Du transmédia à la fiction totale

Publié le 14 novembre 2009 par Eric Viennot
Cross-média, transmédia, plurimédia : on emploie alternativement ces termes, souvent sans distinction,  et sans trop savoir ce qu’ils recouvrent.  Henri Jenkins, co-directeur du laboratoire d’études des média au célèbre M.I.T a été le premier universitaire à s’intéresser de manière théorique aux jeux vidéo et aux nouveaux média.
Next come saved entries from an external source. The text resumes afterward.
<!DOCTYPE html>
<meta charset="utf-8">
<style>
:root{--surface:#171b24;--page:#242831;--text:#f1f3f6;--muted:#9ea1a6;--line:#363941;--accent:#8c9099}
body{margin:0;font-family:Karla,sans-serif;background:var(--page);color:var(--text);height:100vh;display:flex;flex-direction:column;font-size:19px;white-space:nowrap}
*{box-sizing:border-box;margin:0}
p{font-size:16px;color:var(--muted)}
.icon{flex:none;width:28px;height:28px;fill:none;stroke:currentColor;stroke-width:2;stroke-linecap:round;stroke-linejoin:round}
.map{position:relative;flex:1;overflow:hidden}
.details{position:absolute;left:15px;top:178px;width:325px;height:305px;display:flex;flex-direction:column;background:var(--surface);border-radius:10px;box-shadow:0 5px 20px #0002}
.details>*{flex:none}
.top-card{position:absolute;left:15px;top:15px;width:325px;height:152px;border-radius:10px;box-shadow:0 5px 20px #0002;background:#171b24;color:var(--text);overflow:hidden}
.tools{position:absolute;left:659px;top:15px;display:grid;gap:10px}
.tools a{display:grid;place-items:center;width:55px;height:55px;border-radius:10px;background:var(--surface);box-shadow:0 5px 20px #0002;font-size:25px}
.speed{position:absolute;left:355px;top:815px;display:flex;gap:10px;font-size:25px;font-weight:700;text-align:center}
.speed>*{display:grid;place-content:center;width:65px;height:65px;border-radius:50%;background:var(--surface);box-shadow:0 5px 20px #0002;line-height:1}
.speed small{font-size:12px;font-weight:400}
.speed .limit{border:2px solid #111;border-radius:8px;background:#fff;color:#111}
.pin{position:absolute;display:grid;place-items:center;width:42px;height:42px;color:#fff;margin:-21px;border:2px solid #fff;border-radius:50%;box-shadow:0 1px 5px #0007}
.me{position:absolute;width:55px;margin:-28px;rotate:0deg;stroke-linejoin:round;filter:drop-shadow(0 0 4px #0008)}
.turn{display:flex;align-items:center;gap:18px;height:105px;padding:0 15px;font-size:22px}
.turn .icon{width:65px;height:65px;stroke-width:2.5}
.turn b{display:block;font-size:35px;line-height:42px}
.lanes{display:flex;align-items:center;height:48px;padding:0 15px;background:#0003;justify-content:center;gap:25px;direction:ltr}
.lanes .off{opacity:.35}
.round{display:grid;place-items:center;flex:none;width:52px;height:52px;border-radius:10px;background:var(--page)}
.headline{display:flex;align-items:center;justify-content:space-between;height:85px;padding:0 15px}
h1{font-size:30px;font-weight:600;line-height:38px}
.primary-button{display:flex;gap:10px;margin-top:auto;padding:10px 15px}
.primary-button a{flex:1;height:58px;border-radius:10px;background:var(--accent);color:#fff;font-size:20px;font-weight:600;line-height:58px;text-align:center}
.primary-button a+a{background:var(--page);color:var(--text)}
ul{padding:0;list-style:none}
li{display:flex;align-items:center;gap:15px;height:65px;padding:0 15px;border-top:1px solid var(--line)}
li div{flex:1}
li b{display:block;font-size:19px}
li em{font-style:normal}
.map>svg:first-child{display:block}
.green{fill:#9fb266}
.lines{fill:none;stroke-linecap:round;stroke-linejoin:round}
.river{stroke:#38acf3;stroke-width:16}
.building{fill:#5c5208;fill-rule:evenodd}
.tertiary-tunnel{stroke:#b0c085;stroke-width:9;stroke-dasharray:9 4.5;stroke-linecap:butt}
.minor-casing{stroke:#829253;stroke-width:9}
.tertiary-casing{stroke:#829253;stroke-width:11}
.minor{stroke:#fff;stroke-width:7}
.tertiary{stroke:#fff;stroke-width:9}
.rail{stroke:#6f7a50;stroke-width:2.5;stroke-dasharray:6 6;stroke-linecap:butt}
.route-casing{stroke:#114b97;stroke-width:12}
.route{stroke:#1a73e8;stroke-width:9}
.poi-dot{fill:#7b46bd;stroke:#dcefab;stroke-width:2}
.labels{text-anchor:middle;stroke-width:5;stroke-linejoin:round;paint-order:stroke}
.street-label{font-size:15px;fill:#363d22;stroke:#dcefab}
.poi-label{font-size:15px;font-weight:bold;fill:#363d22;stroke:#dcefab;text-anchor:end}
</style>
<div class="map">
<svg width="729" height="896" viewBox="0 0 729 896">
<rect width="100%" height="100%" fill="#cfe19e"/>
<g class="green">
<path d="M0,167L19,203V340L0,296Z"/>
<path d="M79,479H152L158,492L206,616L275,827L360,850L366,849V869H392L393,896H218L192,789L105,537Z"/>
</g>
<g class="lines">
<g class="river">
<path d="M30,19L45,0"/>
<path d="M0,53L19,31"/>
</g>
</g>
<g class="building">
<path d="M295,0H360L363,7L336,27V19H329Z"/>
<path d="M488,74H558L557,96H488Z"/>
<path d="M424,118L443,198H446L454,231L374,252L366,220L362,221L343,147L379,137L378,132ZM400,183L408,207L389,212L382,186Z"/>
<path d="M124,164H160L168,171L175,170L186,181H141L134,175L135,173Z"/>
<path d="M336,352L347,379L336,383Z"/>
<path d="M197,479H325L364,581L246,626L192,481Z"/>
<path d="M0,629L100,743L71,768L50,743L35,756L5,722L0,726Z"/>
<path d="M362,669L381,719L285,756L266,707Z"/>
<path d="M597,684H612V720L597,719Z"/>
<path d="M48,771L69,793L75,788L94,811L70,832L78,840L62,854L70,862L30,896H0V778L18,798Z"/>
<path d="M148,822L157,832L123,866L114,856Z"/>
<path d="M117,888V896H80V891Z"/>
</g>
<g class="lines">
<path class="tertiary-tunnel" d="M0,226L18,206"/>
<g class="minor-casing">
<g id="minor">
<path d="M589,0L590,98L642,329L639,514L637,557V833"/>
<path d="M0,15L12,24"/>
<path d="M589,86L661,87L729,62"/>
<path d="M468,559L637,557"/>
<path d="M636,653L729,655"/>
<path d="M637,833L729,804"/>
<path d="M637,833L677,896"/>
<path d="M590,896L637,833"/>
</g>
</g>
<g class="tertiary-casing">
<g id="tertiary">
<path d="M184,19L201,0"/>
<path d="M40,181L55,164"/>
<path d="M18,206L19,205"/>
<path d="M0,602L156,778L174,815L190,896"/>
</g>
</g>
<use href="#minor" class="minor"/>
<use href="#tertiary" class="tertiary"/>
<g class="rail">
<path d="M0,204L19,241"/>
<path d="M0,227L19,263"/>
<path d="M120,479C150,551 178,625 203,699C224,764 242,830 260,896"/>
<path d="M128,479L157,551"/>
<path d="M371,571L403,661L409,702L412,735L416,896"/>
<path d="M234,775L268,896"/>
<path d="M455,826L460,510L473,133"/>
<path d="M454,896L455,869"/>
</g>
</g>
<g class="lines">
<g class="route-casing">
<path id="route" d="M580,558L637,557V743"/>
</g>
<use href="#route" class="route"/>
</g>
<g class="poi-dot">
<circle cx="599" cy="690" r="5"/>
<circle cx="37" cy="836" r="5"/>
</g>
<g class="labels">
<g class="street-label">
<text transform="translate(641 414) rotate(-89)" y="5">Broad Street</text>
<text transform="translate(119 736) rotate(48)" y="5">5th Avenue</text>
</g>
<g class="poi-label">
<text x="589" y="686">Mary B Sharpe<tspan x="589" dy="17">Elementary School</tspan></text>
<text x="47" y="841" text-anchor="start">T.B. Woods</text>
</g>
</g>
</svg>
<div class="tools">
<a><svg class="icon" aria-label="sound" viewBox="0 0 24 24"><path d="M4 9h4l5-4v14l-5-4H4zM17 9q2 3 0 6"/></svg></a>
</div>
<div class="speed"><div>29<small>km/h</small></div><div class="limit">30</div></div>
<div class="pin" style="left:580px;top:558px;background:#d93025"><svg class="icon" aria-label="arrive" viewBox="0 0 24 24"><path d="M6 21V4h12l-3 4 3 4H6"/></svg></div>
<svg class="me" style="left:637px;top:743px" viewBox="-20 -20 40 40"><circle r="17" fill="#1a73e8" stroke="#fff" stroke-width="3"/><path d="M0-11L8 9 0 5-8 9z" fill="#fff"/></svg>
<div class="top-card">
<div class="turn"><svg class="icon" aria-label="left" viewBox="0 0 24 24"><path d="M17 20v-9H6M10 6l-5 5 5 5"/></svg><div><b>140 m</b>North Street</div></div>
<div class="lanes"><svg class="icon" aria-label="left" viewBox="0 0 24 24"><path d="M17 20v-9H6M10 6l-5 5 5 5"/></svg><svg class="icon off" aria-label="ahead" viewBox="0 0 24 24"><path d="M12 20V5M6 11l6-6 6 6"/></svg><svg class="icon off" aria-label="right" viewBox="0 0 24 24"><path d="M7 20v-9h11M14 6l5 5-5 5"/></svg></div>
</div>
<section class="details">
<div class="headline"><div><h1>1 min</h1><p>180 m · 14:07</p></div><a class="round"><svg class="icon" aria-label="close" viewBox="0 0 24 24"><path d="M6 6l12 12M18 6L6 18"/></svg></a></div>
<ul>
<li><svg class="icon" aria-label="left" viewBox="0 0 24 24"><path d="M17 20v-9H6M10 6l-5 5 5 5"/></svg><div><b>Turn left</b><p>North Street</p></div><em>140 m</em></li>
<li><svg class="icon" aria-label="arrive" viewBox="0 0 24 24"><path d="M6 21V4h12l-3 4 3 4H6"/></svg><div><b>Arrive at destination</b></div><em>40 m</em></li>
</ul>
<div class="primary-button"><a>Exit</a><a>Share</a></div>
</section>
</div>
C’est lui, qui, le premier, a mis le focus sur le transmédia et tenté d’en donner une définition.
Il a montré ainsi comment des œuvres comme Matrix, plutôt que de générer de simples produits dérivés, ont inauguré une nouvelle façon de créer un univers fictionnel à travers des médias complémentaires.

Alors que dans le cross-média, on décline, en l’adaptant, une œuvre principale (souvent un film ou un livre)  sur un certain nombre de supports secondaires, l’univers transmédia est généré par plusieurs médias, qui apportent tous, de manière plus ou moins égale, grâce à leur spécificité, un regard nouveau sur l’univers et l’histoire. Chaque média a sa propre autonomie, sa propre temporalité, mais en même temps, chacun apporte sa pierre à l’ensemble de l’édifice. C’est le cas des court-métrages Assassin’s Creed, sortis récemment, qui apportent un éclairage sur l’histoire familiale du héros principal du jeu et donnent un sens à ses motivations.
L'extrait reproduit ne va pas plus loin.